Chapter 19 Liposculpture
Introduction
Liposculpture is a technique used to restore or improve facial and body contouring by removing localized fat deposits with small blunt-tipped cannulas connected in a suction device. This procedure can be associated with injections of the removed autologous adipose tissue where needed.1,2 It is also named as liposuction, lipoplasty, suction lipectomy or suction-assisted fat removal.
The development of liposuction techniques made the autologous fat injection a more reliable procedure. The term liposculpture was initially used by Fournier to describe syringe liposuction associated with fat injection.3 However, considering the etymology of the word ‘liposculpture’, its concept can be extended for all of liposuction techniques because most of these procedures are performed to improve body shape only by removing fat deposits.
Although many authors have reported good results with the use of suction-assisted liposuction, power-assisted liposuction or ultrasonicassisted liposuction.4,5,6 or vibrating cannulas, others support the use of syringe liposculpture,7,8,9 mainly because this technique is precise and promotes less trauma of the adipose tissue. Therefore, this chapter will detail the main liposculpture techniques with special attention for syringe liposculpture.
Considerations About the Adipose Tissue
Adipose tissue is composed by fat cells organized in lobules. Each lobule has its own vascularization. Adipose cells are originated from fibroblast-like cells, called preadipocytes, which develop to become a mature adipose cell. These cells increase in number along childhood and adolescence10
Therefore, the number of cells is constant along adult life. The accumulation of fat occurs by the increase in deposition of the intracellular lipid, not by the increase of number of adipose cells.11,12
Fat cells are extremely delicate, and should be manipulated with special care.13 Therefore, the amount of viable fat cells will depend on the liposuction technique.

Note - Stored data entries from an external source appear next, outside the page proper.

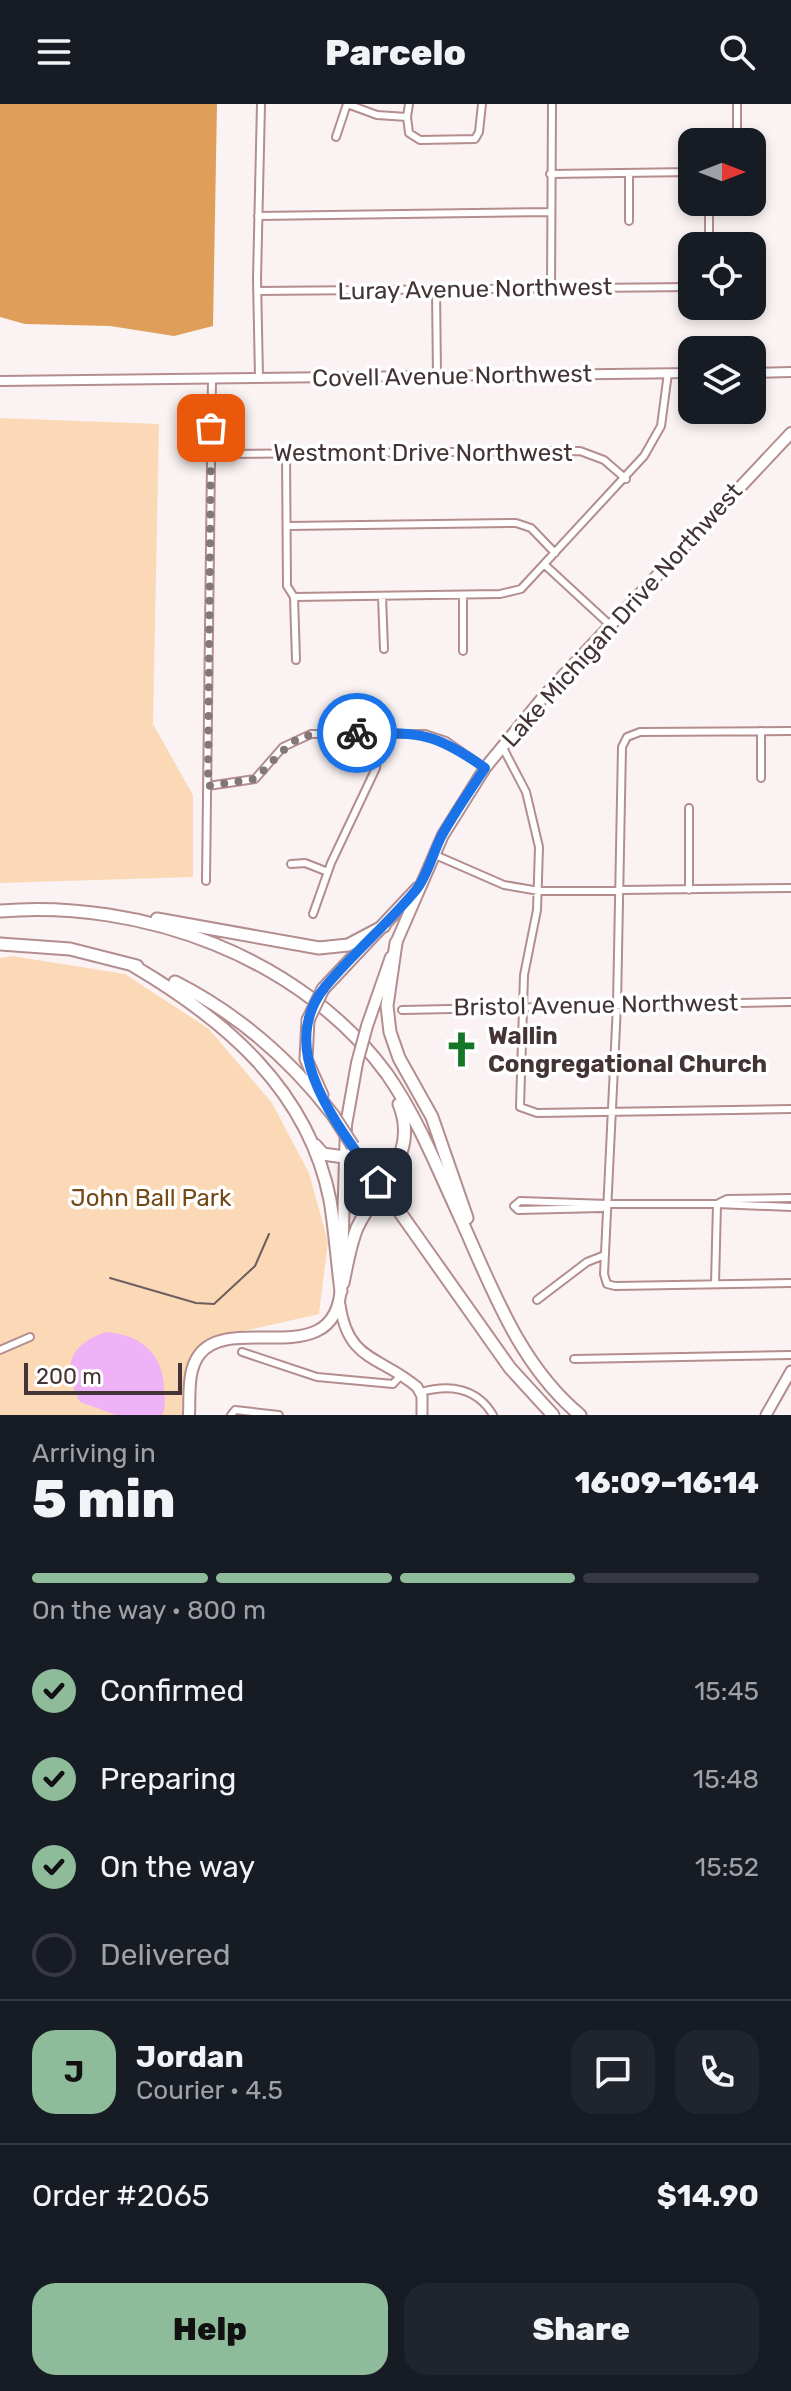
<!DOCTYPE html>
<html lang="en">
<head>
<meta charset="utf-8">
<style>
	body { margin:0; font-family:Rubik,sans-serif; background:#20242c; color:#f1f3f6; height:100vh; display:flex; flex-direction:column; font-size:30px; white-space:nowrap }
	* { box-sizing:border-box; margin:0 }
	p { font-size:26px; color:#9ea1a6 }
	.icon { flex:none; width:44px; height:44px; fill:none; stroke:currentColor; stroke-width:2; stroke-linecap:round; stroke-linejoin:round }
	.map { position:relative; height:1311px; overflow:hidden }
	.sheet { display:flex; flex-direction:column; background:#171b24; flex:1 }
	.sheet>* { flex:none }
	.needle { width:52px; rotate:90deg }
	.buttons { position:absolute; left:678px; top:24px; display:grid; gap:16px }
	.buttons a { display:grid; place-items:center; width:88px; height:88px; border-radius:16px; background:#171b24; box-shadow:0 4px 12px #0003; font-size:40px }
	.scale { position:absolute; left:24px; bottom:20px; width:158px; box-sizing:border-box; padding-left:8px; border:4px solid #443435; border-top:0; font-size:22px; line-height:28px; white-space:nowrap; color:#443435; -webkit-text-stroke:6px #fff; paint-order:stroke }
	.pin { position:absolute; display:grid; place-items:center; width:68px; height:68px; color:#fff; margin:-34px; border-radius:16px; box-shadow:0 4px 12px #0006 }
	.courier { position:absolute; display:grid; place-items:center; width:80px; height:80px; margin:-40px; border:6px solid #1a73e8; border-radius:50%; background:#fff; color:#222; box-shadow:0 2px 10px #0007 }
	.overview em { font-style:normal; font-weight:800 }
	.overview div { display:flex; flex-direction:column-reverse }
	.overview { display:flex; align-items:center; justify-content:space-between; height:136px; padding:0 32px }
	h1 { font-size:52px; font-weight:800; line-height:60px }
	.bar { display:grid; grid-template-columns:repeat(4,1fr); gap:12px 8px; align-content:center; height:96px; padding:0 32px }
	.bar i { height:10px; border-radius:6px; background:#363941 }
	.bar .active { background:#8ebb99 }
	.bar p { grid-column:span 4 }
	.line { display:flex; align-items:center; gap:20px; padding:0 32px; border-top:2px solid #363941 }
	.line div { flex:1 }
	.round { display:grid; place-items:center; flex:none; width:84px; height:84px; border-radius:24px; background:#20242c }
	ol { padding:0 32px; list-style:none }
	li { display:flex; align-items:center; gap:24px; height:88px }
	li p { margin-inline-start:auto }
	li .icon { padding:8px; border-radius:50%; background:#8ebb99; color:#111; stroke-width:4 }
	li:last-child { color:#9ea1a6 }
	li i { width:44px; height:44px; border:4px solid #363941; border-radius:50% }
	.cta { display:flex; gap:16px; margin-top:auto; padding:16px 32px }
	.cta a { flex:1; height:92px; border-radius:24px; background:#8ebb99; color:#111; font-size:32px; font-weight:800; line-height:92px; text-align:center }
	.cta a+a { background:#20242c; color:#f1f3f6 }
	header { display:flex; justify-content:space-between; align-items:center; height:104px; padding:0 32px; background:#171b24; font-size:36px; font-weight:800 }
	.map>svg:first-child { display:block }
</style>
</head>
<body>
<header><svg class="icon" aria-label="menu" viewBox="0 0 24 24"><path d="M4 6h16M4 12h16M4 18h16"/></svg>Parcelo<svg class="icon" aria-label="search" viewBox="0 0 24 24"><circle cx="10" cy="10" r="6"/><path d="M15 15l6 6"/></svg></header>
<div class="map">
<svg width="791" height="1311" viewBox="0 0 791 1311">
	<rect width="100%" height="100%" fill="#fbf3f3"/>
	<path fill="#fcd9b6" d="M0,314L159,320L153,620L193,691V773L0,779Z
		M12,852L125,870L209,925L272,999L309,1069L328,1138L319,1210L204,1236L209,1241L199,1251L189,1311H0V854Z"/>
	<path fill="#df9f5a" d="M0,0H217L213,222L174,232L110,222L25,220L0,213Z"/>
	<path fill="#efb2f7" d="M106,1228C141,1231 163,1249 164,1285C165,1295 166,1303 162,1311H116L80,1298C62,1263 68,1241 106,1228Z"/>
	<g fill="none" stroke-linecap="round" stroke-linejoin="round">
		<defs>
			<path id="minor" d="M347,0L377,11L407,13L409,29L420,36L475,35L479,28L482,0
				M407,13L409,0
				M336,33L347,0
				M737,38V0
				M550,70L692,68
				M709,98V142
				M258,112L550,108
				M629,117V69
				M551,184L552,0
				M436,185L437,272
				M257,187L692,183
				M259,273L257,175L261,0
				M211,350L580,347L604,356L626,375
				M286,350L287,482L294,493L296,556
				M288,422L516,419L531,424L555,449
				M545,461L610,521
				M382,492L384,545
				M294,493L500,490L521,485L644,352L661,322L668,269
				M463,547V491
				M761,627V674
				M791,627L640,628L627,633L622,643L617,901L604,1170L607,1180L615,1182L791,1179
				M502,642L526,688L539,743L537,806L524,871L520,1003L537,1009L791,1005
				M208,682L255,675L283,643L311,630H425L446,637L485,664
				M433,750L504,781L539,787L791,784
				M291,760L305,759L328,768
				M206,777L212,274
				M689,786V704
				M313,810L331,759L376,664L380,629
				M402,906L791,898
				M717,1100L791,1103
				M514,1102L518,1106L602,1104L608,1100H717L727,1095L791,1094
				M514,1102L520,1097L608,1100
				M715,1180L717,1100
				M537,1196L587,1158L605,1151
				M0,1246L30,1233
				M242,1248L317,1273L393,1280L401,1271
				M574,1255L791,1251
				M421,1288C450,1280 477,1284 493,1311
				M231,1311L235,1306L279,1311"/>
			<path id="tertiary" d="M752,269L791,268
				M0,277L692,269"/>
			<path id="secondary" d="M340,1201C348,1258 381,1252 417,1283L422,1292V1311
				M766,1311L791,1267"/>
			<path id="primary" d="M367,922L391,853
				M342,1160L346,1021L357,959
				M189,1311C190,1292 187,1267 199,1251C231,1207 339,1272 341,1180"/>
			<path id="trunk" d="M396,839L443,731L485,664L545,591L791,329"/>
			<path id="motorway" d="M0,807C142,795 301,853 387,970C417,1013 437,1063 459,1111C491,1181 518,1260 580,1311
				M157,815L319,844L348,841L384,822
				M396,839L387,902L390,928L399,954L432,1013L467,1114
				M0,840L70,845L137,862
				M132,861C224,915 308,985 330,1096C335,1126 337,1157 341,1187
				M175,878C238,910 290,955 333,1011
				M323,885L418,784
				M308,916L306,955L322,991
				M315,1041L323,1050L344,1053
				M394,1100L510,1264L553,1311
				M343,1179C347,1161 350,1141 357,1124C377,1081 420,1052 399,1000"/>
		</defs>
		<use href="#minor" stroke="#b48d8f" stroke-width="10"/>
		<use href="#tertiary" stroke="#b48d8f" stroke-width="12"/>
		<use href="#secondary" stroke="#b48d8f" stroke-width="13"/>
		<use href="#primary" stroke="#b48d8f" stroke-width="14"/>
		<use href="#trunk" stroke="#b48d8f" stroke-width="14"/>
		<use href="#motorway" stroke="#b48d8f" stroke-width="15"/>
		<use href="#minor" stroke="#fff" stroke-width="6"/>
		<use href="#tertiary" stroke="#fff" stroke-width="8"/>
		<use href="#secondary" stroke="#fff" stroke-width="9"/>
		<use href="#primary" stroke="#fff" stroke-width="10"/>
		<use href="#trunk" stroke="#fff" stroke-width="10"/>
		<use href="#motorway" stroke="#fff" stroke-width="11"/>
		<path stroke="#6c5e5f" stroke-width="2" d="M110,1174L196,1199L214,1200L255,1162L269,1130"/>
		<defs>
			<path id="primary-bridge" d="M357,959L367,922"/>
			<path id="motorway-bridge" d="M308,916L323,885
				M333,1011L353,1042
				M362,1056L394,1100"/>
		</defs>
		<use href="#primary-bridge" stroke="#b48d8f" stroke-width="14" stroke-linecap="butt"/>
		<use href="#motorway-bridge" stroke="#b48d8f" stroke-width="15" stroke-linecap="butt"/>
		<use href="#primary-bridge" stroke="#fff" stroke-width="10"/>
		<use href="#motorway-bridge" stroke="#fff" stroke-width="11"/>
	</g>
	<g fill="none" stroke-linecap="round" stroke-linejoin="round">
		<path stroke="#847778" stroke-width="8" stroke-dasharray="0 14.4" d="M211,324L208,682L255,675C300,631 289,629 357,629"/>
		<path stroke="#1a73e8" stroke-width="10" d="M357,629C419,629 433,627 485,664C470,686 455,708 442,731C433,748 428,771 416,786C388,820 353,849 325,883C273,947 341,1025 378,1078"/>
	</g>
	<defs>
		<symbol id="church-bare" viewBox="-9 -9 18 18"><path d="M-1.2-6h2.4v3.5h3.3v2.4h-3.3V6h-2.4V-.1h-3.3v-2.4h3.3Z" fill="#157627" stroke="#fff" stroke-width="2.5" paint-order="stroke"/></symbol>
	</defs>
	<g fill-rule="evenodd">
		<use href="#church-bare" x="436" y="920" width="51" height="51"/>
	</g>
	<g text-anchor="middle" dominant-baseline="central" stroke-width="7" stroke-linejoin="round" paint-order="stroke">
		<g font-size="24" fill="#443435" stroke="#fff">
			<text transform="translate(475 185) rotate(-1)">Luray Avenue Northwest</text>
			<text transform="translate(452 272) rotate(-1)">Covell Avenue Northwest</text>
			<text x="423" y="349">Westmont Drive Northwest</text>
			<text transform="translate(622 511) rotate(-48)">Lake Michigan Drive Northwest</text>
			<text transform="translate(596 901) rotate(-1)">Bristol Avenue Northwest</text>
		</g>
		<g font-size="24" font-weight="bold" fill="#443435" stroke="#fff" text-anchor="start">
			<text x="488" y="932">Wallin<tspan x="488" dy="28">Congregational Church</tspan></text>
		</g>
		<g font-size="24" fill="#744a16" stroke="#fff">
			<text x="151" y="1094">John Ball Park</text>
		</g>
	</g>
</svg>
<div class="buttons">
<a><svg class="needle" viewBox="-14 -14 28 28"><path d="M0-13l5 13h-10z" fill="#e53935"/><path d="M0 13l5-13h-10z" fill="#9ea1a6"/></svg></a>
<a><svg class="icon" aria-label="locate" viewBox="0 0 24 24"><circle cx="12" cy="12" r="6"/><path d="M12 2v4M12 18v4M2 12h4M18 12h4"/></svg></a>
<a><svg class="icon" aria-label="layers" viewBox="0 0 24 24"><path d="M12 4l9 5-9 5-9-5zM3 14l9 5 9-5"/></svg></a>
</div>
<div class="scale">200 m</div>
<div class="pin" style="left:211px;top:324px;background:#ea580c"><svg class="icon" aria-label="bag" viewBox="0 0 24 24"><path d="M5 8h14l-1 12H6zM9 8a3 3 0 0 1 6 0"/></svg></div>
<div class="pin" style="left:378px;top:1078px;background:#1f2937"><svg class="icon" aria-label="home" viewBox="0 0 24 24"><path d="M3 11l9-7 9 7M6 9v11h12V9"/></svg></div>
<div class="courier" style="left:357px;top:629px"><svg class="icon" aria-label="bike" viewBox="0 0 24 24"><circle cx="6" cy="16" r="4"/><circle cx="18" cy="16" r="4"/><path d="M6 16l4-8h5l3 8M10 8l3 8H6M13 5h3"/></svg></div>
</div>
<section class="sheet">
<div class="overview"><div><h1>5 min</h1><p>Arriving in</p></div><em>16:09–16:14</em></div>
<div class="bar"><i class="active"></i><i class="active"></i><i class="active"></i><i></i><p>On the way · 800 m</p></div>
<ol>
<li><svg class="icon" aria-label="check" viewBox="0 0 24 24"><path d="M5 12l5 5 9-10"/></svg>Confirmed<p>15:45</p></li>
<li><svg class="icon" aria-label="check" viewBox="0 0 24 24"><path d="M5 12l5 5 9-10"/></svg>Preparing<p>15:48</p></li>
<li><svg class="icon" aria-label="check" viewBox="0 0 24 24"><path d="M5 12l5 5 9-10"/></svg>On the way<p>15:52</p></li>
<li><i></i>Delivered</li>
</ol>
<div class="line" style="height:144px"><b class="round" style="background:#8ebb99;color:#111">J</b><div><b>Jordan</b><p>Courier · 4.5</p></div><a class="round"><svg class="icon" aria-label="chat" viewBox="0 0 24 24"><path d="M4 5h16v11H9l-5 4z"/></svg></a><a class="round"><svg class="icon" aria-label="phone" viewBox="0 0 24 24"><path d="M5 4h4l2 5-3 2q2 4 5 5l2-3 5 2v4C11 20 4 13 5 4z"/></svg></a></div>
<div class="line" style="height:104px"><div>Order #2065</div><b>$14.90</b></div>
<div class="cta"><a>Help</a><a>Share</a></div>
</section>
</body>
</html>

Adipose tissue is divided in two layers: the superficial layer and the deep layer. The superficial layer, also named areolar, represents small compact fat lobules that are separated by a greater number of membranes (septa). Its thickness is uniform in all of the body parts. The deep layer is also named reticular or lamellar ayer. In this layer fat lobules present an irregular distribution as well as a small number of membranes (septa) that show an irregular pattern when compared with the superficial layer.14
The accumulation of fat occurs in the adipose tissue of the deep layer. Patients who are classified as obese present an increase in thickness of this layer.15
Body adipose tissue deposits present variations depending on the gender and the type of hormones. Therefore, presentation will be in two distinct patterns: androgenic pattern and gynecoid pattern. Men present with the androgenic pattern when fat deposits will occur in the abdomen and dorsal regions. On the other hand, women present with the gynecoid pattern when fat accumulation occurs in thighs and ankles.16
Indications
Liposculpture is essentially used for body contouring for aesthetic and reconstructive purposes by the removal of fatty deposits with or without re-injection of the removed fat.10 The technique was described for the treatment of localized fat deposits that may not have responded to efforts of weight loss through exercise and dieting. It is important to stress, however, that liposuction is not a weight-loss method.16 Patients submitting to liposculpture should present with good skin elasticity with no flaccidness or a less elastic skin, as skin in this condition does not tighten so readily around the newly contoured shape.14
Penile augmentation can also be done with fat injection. Panfilov (2006)20 showed that the circumference of the penis increased 2 cm to 3 cm in 88 patients.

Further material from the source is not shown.